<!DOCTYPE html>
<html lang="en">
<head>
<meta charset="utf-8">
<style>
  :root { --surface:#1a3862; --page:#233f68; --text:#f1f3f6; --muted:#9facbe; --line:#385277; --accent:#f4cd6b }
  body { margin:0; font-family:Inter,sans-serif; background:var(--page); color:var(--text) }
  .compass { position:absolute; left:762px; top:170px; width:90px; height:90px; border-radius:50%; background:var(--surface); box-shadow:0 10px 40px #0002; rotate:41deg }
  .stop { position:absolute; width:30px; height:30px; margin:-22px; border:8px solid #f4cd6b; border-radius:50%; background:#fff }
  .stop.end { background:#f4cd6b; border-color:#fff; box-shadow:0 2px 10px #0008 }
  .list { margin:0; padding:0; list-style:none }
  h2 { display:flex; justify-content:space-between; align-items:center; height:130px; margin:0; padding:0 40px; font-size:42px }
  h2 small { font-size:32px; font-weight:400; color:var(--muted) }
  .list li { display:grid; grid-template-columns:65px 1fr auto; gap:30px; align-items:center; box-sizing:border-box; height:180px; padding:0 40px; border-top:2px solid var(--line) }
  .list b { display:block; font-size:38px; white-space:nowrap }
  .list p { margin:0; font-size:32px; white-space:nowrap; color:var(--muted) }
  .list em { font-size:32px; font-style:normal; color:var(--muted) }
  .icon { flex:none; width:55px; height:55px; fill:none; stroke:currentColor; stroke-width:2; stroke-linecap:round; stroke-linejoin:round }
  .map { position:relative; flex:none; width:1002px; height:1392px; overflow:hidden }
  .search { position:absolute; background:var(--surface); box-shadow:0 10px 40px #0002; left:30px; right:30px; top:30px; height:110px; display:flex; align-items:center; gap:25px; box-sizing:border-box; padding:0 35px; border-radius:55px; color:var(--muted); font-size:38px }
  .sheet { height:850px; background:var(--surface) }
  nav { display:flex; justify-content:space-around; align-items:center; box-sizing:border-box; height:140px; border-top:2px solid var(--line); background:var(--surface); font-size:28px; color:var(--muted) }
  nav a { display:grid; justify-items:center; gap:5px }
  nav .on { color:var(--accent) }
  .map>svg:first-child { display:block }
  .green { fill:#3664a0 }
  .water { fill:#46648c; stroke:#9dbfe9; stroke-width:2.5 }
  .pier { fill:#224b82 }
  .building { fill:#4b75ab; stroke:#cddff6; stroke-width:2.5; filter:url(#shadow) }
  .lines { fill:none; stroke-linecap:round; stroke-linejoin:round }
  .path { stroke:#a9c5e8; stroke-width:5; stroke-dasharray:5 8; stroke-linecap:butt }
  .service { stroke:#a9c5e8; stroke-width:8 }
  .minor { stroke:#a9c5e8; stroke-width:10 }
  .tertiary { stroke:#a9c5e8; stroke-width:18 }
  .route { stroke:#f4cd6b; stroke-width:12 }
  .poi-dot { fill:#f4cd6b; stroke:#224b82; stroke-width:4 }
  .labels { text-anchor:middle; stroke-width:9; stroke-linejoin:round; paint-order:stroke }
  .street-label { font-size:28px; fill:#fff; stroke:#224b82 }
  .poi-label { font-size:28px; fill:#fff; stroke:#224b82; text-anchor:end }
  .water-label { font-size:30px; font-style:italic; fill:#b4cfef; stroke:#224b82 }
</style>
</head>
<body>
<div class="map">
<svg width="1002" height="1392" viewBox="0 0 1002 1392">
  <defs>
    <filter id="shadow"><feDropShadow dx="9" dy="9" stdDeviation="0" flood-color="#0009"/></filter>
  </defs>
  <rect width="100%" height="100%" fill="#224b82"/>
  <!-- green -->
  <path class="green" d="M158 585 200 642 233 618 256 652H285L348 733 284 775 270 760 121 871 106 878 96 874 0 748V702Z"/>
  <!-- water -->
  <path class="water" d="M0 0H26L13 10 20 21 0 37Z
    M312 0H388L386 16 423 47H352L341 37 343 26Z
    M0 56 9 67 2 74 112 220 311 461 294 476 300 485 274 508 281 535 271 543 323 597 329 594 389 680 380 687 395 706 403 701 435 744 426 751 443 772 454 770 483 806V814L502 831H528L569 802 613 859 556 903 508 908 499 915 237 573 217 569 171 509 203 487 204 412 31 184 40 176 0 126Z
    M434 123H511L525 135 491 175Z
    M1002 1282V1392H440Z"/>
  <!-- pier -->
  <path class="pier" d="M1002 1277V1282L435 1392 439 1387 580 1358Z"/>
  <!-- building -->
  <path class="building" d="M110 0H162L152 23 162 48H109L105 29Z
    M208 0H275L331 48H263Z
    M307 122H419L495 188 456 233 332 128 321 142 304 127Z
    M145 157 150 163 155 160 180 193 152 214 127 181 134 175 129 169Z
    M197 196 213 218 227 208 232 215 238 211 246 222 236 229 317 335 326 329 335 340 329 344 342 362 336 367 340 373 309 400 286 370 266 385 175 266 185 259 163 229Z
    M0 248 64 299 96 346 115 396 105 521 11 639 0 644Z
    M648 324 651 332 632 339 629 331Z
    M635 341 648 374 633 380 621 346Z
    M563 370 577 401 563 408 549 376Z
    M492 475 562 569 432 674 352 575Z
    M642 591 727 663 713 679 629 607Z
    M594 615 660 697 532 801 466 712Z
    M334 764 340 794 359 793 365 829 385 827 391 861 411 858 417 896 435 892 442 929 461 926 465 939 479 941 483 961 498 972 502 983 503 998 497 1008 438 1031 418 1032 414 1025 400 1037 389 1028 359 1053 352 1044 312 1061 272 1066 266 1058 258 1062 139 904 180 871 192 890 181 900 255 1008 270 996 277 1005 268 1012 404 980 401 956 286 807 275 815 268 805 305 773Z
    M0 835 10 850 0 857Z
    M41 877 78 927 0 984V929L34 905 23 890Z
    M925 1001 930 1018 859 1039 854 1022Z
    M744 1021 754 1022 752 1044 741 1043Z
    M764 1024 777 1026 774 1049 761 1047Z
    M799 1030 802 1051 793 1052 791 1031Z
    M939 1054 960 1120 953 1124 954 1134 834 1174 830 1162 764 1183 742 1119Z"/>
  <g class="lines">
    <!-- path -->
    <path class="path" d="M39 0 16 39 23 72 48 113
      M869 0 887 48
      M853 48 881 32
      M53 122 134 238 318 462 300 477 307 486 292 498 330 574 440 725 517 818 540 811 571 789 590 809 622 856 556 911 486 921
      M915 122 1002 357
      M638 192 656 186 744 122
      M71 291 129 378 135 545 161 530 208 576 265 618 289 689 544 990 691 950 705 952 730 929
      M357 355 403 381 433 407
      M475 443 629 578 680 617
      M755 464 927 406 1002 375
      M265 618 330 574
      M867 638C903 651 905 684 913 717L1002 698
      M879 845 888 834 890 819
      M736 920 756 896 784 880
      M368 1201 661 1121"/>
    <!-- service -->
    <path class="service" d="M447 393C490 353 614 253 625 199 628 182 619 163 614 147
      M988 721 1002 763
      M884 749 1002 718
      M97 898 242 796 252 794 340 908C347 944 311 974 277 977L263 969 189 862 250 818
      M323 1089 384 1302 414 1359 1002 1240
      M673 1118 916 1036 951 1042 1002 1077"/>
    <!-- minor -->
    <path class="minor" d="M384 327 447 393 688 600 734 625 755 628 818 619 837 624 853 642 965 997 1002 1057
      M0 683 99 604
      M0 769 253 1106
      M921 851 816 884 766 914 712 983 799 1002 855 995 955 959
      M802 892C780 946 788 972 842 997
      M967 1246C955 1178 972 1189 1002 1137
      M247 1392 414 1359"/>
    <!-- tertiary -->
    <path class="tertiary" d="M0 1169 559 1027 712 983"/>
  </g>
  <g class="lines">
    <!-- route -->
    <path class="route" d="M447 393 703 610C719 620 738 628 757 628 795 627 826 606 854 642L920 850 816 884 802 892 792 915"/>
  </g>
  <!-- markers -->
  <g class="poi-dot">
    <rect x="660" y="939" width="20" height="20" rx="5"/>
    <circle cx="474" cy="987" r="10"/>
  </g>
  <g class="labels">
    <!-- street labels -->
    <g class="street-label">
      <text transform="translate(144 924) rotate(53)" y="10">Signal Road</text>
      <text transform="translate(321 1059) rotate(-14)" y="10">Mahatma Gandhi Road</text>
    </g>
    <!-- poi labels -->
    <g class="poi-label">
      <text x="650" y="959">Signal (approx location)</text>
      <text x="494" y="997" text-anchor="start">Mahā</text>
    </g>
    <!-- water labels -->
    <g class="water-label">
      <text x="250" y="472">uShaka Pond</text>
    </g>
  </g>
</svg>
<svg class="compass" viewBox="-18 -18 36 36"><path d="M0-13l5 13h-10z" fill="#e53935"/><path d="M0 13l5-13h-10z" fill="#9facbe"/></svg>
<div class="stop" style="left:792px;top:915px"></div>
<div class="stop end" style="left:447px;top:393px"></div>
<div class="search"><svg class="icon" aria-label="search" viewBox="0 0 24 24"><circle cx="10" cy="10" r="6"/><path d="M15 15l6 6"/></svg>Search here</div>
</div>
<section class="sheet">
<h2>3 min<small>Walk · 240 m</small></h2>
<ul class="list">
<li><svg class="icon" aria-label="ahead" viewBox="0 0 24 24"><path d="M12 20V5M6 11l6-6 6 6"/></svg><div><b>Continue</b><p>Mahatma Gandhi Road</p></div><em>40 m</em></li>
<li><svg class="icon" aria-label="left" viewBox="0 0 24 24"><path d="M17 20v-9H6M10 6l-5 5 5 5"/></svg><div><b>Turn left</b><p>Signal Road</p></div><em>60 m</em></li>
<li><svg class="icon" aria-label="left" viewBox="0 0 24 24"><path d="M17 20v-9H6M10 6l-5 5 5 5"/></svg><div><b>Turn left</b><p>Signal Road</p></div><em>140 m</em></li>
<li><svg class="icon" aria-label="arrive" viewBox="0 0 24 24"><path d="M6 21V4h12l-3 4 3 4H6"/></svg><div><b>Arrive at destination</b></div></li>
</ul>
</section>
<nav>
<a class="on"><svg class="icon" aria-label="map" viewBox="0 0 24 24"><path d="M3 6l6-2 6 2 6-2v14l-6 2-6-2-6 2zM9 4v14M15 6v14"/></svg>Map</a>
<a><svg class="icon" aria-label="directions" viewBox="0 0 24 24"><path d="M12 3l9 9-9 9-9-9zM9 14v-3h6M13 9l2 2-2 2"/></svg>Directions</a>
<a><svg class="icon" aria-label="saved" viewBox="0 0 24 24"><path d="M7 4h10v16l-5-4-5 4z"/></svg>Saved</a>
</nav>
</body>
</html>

****

Aim of the task:
Give the number of lines in this material that include the string "body", with no other text.

Output of the exercise:
3